* _What needs to be done_:
Scan the records beneath this line for the line holding "function trace(path, color, width, dash)" and the line holding "function drawText(font, color, halo, rows, align", then transcribe exactly those two and all lines between.
---------- Records provided
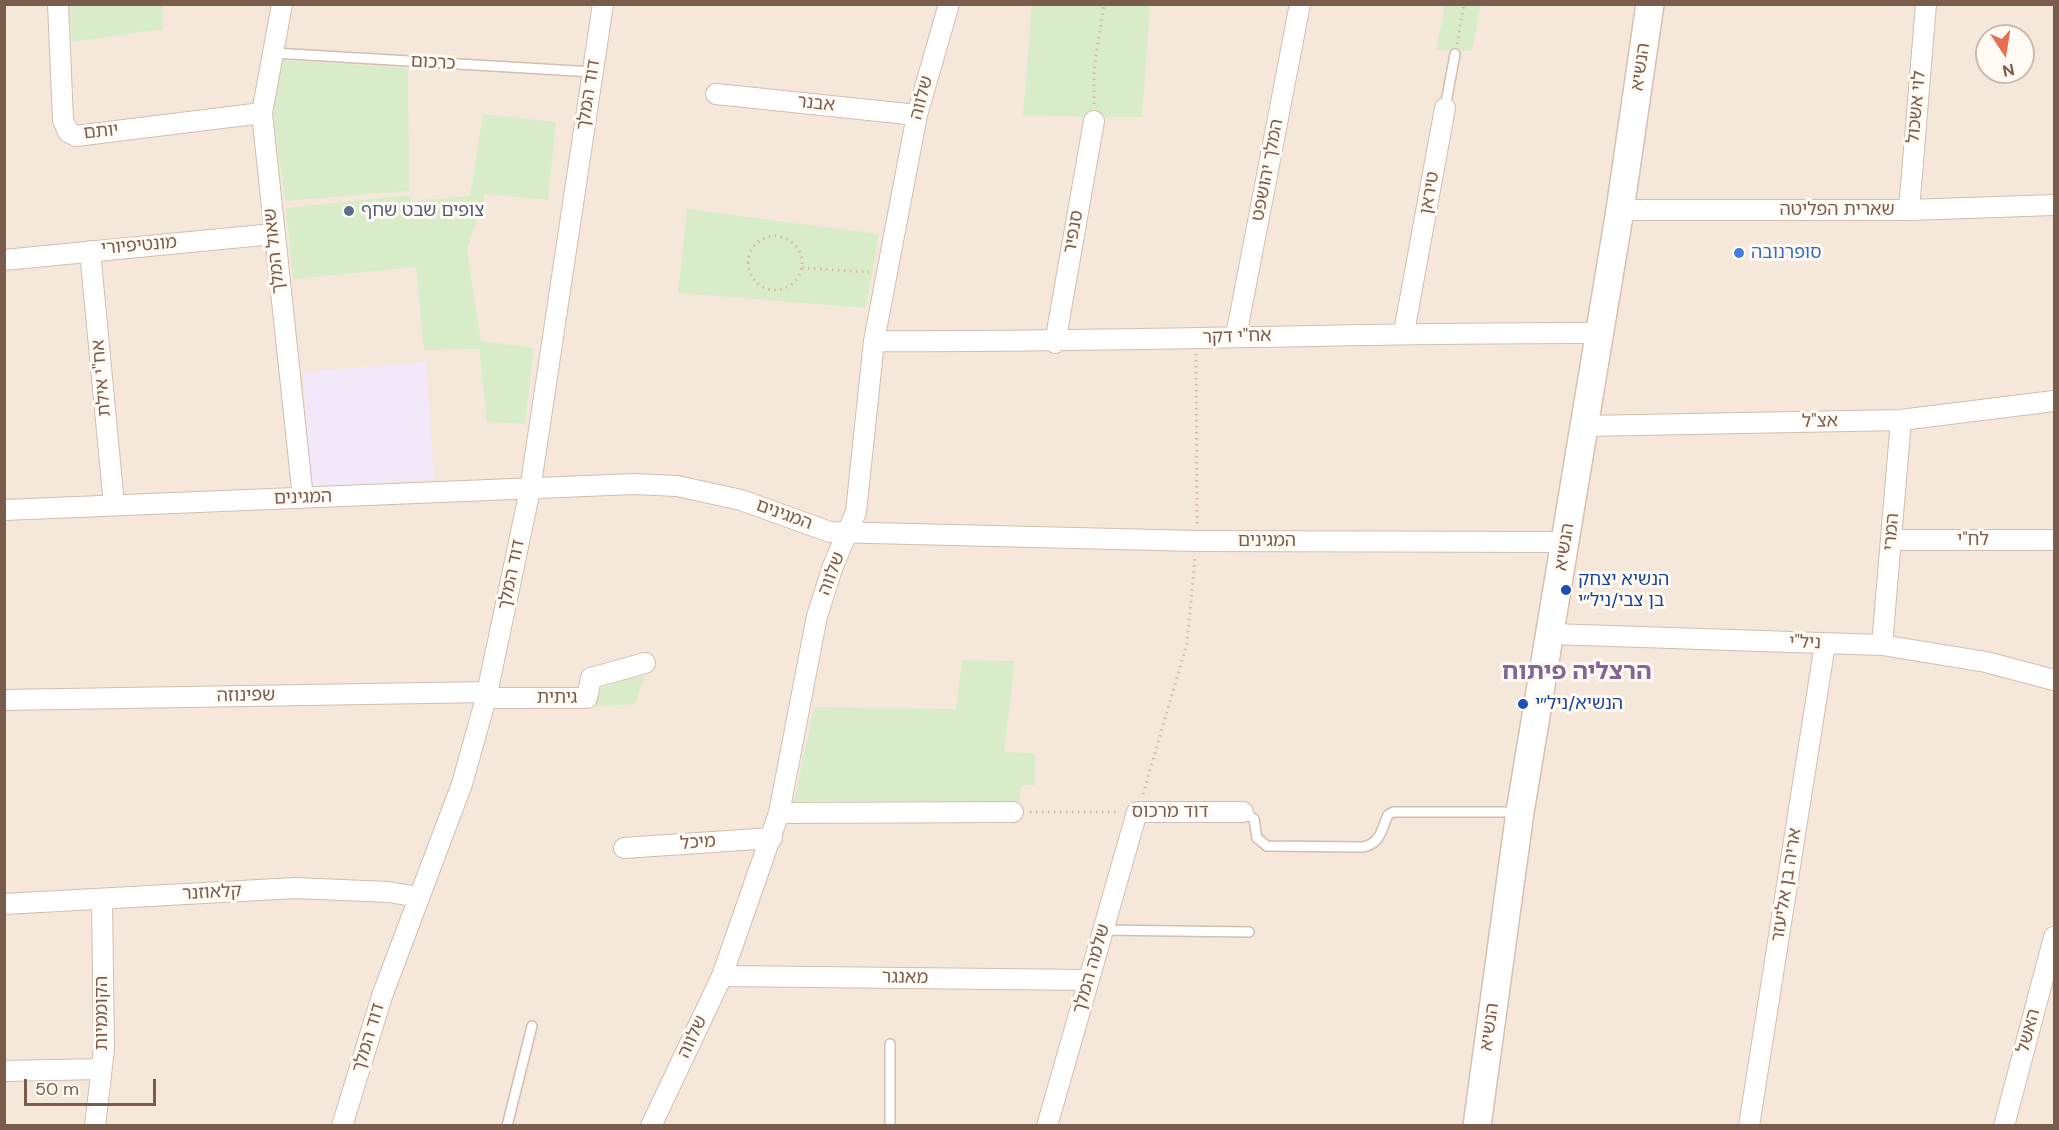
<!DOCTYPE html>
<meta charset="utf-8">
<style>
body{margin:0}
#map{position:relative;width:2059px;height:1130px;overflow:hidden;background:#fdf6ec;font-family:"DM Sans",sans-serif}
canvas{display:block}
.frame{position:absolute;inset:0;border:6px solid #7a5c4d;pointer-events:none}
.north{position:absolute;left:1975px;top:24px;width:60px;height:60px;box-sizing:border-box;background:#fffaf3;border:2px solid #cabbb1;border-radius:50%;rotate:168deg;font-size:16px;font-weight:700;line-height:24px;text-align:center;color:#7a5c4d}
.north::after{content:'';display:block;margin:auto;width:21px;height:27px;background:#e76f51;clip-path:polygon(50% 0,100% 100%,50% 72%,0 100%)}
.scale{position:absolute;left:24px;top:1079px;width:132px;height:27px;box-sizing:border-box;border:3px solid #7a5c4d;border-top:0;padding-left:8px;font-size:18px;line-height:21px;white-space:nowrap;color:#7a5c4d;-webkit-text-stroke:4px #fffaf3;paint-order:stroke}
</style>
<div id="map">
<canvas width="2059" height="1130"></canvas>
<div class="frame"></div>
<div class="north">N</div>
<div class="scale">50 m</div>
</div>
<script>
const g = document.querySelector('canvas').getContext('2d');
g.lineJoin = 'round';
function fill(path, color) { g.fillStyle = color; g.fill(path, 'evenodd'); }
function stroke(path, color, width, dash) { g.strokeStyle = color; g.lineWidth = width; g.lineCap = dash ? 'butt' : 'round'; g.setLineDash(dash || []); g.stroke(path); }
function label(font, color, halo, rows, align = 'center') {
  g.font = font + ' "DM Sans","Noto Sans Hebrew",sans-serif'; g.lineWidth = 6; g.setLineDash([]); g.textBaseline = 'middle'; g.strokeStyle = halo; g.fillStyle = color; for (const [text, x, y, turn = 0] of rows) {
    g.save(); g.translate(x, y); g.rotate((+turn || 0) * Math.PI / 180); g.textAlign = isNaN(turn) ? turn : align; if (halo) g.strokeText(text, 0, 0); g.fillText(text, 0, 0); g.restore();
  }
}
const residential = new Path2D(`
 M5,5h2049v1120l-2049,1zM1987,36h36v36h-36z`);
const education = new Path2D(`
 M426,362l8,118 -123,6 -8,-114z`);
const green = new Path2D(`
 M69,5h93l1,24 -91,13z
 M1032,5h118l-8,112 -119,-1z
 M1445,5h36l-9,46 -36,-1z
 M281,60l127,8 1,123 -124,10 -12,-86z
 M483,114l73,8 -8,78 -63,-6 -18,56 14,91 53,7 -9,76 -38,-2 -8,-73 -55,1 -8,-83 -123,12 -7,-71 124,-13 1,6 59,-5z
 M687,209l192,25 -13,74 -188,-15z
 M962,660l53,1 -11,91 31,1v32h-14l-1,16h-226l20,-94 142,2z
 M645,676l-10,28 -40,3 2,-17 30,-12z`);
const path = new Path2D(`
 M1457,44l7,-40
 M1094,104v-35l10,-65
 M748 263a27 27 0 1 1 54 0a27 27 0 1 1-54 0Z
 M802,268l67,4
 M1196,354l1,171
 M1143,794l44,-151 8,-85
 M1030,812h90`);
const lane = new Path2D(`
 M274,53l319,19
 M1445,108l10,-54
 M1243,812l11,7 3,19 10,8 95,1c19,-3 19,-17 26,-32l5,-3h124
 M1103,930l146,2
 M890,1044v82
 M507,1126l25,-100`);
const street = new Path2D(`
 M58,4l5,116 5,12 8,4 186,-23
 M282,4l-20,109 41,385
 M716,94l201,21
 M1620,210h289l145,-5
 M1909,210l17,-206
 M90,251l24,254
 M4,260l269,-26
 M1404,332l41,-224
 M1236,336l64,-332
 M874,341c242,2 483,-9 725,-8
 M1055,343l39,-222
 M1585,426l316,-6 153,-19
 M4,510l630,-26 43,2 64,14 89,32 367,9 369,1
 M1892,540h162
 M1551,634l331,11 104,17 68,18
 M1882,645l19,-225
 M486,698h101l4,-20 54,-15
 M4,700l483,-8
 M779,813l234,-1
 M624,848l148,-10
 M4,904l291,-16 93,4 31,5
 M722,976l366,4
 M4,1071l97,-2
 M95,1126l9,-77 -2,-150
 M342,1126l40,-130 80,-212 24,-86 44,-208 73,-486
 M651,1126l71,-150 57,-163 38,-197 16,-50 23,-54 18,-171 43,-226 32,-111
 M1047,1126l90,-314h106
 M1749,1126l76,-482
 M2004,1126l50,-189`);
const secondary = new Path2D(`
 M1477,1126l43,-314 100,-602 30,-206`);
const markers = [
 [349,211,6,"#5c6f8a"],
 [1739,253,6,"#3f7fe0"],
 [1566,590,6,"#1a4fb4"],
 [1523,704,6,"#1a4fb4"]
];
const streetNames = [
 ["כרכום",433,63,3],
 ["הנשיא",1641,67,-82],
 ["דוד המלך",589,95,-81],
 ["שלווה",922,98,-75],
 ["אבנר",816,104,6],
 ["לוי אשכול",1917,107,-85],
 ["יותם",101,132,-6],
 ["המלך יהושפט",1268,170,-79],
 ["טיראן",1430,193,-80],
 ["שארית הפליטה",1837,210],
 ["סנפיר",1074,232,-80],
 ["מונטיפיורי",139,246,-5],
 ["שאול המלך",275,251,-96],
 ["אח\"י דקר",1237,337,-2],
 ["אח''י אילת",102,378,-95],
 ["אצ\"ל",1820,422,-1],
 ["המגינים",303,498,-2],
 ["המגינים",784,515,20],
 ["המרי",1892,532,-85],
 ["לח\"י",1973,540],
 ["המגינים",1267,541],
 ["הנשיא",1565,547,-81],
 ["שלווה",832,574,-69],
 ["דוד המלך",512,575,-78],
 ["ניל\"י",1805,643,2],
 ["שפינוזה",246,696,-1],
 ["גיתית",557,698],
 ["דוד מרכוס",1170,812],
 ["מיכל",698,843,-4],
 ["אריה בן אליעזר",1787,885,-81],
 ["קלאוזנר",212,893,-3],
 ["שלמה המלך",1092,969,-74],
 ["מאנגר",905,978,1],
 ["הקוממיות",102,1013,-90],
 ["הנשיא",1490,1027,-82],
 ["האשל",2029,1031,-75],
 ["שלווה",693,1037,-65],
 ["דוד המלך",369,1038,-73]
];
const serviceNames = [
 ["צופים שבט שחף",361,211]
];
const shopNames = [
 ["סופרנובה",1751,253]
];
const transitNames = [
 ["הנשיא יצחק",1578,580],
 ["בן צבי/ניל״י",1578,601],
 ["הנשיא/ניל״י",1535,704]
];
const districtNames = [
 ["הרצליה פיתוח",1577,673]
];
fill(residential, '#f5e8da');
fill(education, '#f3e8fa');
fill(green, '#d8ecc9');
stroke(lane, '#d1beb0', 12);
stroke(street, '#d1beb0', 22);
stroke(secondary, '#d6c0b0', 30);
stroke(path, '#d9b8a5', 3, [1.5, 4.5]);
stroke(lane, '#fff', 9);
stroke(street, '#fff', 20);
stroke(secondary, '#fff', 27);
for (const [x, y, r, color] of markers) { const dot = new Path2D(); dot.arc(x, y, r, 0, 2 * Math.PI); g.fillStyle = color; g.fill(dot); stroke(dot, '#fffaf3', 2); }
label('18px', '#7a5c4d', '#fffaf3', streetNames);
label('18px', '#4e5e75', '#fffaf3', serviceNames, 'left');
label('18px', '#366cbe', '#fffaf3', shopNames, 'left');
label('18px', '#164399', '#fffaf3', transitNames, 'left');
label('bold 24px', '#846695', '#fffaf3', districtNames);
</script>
--------------------
---------- Records provided
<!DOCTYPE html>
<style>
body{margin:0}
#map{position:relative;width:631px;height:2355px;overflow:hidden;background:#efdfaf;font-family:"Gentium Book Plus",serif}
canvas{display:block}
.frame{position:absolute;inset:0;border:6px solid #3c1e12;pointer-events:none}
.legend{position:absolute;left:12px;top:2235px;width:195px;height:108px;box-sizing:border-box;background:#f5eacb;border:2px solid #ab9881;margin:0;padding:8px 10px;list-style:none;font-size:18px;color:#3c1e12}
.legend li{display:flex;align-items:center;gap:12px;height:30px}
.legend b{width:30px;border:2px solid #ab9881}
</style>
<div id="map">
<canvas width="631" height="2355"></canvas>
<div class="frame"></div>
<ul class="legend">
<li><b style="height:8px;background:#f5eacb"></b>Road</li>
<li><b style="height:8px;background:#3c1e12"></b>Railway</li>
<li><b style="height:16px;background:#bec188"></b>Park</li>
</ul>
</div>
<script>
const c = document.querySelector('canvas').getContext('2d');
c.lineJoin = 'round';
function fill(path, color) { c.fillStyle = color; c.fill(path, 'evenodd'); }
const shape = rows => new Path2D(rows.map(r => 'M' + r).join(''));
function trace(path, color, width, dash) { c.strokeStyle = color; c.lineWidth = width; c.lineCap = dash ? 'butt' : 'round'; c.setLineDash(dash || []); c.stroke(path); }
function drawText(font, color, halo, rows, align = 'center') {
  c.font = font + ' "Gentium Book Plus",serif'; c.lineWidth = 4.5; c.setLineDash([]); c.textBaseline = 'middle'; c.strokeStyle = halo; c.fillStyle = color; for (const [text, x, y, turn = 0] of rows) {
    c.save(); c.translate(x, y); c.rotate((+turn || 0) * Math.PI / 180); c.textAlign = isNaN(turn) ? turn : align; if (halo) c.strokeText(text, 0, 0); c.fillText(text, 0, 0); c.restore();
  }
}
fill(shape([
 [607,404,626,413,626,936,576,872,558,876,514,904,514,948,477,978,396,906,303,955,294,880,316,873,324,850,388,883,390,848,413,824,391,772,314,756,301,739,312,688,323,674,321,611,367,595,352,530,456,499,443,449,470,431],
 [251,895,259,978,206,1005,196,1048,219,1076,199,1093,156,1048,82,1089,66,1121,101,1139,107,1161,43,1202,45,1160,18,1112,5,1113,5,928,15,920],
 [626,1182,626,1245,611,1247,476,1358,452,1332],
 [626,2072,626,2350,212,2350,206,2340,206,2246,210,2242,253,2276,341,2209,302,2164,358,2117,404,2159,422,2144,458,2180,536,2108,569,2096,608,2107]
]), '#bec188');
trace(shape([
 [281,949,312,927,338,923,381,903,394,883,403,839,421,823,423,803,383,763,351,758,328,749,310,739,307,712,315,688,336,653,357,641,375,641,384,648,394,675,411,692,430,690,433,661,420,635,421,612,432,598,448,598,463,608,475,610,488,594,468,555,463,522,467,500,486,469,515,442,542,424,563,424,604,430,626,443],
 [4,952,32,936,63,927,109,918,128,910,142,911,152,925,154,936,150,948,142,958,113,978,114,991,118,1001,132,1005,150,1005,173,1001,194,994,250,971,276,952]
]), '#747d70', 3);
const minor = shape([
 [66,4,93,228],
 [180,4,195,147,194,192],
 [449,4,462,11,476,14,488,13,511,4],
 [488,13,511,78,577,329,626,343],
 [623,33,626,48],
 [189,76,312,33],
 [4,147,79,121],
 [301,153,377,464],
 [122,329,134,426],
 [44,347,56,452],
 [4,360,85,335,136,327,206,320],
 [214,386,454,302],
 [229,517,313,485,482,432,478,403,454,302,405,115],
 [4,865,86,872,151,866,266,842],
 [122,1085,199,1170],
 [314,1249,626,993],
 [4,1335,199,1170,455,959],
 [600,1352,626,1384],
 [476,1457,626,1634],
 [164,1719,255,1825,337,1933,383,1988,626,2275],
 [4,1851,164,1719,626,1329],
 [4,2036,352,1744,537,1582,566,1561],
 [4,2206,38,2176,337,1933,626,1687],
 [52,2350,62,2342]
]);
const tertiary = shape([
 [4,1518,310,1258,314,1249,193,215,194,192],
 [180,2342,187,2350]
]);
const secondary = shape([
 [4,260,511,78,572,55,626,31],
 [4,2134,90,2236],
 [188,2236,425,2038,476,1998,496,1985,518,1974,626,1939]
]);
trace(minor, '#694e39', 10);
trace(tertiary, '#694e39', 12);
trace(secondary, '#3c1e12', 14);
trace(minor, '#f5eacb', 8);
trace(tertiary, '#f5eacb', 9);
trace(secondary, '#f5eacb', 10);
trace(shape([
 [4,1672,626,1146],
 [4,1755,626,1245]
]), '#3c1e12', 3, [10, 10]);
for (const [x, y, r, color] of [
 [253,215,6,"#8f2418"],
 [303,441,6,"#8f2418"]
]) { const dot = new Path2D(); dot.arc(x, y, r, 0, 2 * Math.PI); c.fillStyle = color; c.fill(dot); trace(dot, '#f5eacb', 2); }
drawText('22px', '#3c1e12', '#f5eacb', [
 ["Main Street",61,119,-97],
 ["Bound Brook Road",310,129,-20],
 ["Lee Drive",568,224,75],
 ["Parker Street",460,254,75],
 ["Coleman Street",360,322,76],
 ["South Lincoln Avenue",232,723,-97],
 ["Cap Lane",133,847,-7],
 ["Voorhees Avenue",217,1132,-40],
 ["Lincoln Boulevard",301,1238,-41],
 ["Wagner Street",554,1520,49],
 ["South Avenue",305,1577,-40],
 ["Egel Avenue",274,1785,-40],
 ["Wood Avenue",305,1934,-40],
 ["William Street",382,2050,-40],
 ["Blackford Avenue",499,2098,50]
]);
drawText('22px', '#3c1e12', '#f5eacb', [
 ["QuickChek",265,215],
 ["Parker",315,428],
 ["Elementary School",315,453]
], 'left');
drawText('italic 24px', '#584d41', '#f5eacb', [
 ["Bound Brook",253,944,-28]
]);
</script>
--------------------
---------- Records provided
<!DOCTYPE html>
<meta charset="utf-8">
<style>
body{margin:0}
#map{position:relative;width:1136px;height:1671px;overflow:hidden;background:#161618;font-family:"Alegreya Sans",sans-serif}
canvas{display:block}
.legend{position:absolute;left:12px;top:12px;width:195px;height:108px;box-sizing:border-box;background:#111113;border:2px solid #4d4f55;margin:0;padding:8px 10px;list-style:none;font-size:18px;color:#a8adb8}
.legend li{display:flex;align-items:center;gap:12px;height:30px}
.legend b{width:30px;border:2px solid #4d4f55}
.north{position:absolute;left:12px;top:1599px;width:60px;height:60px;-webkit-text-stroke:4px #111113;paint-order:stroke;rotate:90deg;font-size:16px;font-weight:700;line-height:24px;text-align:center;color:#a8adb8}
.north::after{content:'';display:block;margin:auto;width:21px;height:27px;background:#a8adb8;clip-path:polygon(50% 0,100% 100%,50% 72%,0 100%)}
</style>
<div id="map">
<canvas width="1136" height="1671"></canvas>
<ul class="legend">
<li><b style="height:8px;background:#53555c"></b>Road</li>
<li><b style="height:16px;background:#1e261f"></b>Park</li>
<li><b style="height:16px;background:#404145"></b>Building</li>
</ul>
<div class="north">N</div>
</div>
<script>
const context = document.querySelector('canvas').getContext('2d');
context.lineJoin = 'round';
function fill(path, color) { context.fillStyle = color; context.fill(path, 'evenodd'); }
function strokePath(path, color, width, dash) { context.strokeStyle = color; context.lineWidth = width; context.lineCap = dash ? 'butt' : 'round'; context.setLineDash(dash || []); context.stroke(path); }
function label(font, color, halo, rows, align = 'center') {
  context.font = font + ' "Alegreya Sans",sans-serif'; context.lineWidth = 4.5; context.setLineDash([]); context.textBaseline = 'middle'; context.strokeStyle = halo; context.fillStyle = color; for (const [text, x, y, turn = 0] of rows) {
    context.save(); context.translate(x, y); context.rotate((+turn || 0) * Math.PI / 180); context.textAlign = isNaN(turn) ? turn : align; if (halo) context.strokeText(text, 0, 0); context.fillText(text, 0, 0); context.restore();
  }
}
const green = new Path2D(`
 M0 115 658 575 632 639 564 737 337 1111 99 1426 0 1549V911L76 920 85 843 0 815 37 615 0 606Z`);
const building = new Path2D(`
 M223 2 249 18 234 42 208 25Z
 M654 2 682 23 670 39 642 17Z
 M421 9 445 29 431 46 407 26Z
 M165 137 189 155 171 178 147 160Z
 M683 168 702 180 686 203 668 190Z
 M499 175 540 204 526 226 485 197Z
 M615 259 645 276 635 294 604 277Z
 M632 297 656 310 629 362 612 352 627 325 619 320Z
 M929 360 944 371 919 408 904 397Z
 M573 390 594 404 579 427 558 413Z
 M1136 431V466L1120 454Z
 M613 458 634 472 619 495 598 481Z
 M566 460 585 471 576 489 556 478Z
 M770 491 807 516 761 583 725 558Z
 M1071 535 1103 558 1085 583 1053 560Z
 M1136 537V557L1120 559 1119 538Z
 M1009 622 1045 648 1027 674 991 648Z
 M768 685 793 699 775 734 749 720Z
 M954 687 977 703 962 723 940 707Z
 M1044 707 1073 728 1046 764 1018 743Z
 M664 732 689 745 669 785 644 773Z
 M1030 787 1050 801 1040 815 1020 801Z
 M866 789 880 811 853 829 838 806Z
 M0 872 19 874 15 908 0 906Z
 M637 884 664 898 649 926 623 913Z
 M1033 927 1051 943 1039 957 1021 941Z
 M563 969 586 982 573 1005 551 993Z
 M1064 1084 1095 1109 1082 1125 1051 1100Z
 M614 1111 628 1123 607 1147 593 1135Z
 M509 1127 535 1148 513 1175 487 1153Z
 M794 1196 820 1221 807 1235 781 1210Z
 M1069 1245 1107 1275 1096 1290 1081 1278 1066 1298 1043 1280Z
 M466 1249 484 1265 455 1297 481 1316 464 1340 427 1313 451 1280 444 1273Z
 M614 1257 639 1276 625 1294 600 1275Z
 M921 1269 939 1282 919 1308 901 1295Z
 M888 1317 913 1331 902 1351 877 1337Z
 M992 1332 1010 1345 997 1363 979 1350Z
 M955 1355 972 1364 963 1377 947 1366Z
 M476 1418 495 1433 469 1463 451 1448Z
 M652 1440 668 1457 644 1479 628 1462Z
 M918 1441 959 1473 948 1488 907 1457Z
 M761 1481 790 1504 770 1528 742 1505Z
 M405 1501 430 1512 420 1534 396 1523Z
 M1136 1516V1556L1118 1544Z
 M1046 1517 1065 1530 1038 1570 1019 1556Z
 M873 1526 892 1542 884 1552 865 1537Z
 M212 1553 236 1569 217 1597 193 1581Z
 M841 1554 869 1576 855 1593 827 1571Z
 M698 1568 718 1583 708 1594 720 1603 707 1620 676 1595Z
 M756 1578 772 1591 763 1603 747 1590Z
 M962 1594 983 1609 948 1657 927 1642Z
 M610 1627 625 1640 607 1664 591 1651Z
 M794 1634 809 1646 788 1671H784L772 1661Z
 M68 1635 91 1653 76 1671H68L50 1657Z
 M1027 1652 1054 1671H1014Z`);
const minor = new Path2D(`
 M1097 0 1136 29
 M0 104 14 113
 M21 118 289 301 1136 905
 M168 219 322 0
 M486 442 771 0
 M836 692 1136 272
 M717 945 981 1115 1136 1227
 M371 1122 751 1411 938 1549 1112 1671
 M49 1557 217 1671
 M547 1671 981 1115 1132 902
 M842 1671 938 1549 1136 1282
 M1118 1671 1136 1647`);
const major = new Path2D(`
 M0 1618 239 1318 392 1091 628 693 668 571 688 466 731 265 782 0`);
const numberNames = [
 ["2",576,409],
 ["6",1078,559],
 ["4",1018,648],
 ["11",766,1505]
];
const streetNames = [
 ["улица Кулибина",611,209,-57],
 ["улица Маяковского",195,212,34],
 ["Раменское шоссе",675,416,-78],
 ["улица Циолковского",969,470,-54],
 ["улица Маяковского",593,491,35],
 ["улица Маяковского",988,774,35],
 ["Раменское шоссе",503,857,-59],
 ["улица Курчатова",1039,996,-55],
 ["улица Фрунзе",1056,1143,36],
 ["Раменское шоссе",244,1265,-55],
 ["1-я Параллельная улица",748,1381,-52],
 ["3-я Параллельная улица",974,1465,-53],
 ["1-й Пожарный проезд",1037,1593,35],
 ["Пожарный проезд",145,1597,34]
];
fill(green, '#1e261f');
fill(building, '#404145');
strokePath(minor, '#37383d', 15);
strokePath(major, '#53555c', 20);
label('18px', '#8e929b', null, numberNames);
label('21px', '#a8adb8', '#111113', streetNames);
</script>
--------------------
* _Written solution_:
function trace(path, color, width, dash) { c.strokeStyle = color; c.lineWidth = width; c.lineCap = dash ? 'butt' : 'round'; c.setLineDash(dash || []); c.stroke(path); }
function drawText(font, color, halo, rows, align = 'center') {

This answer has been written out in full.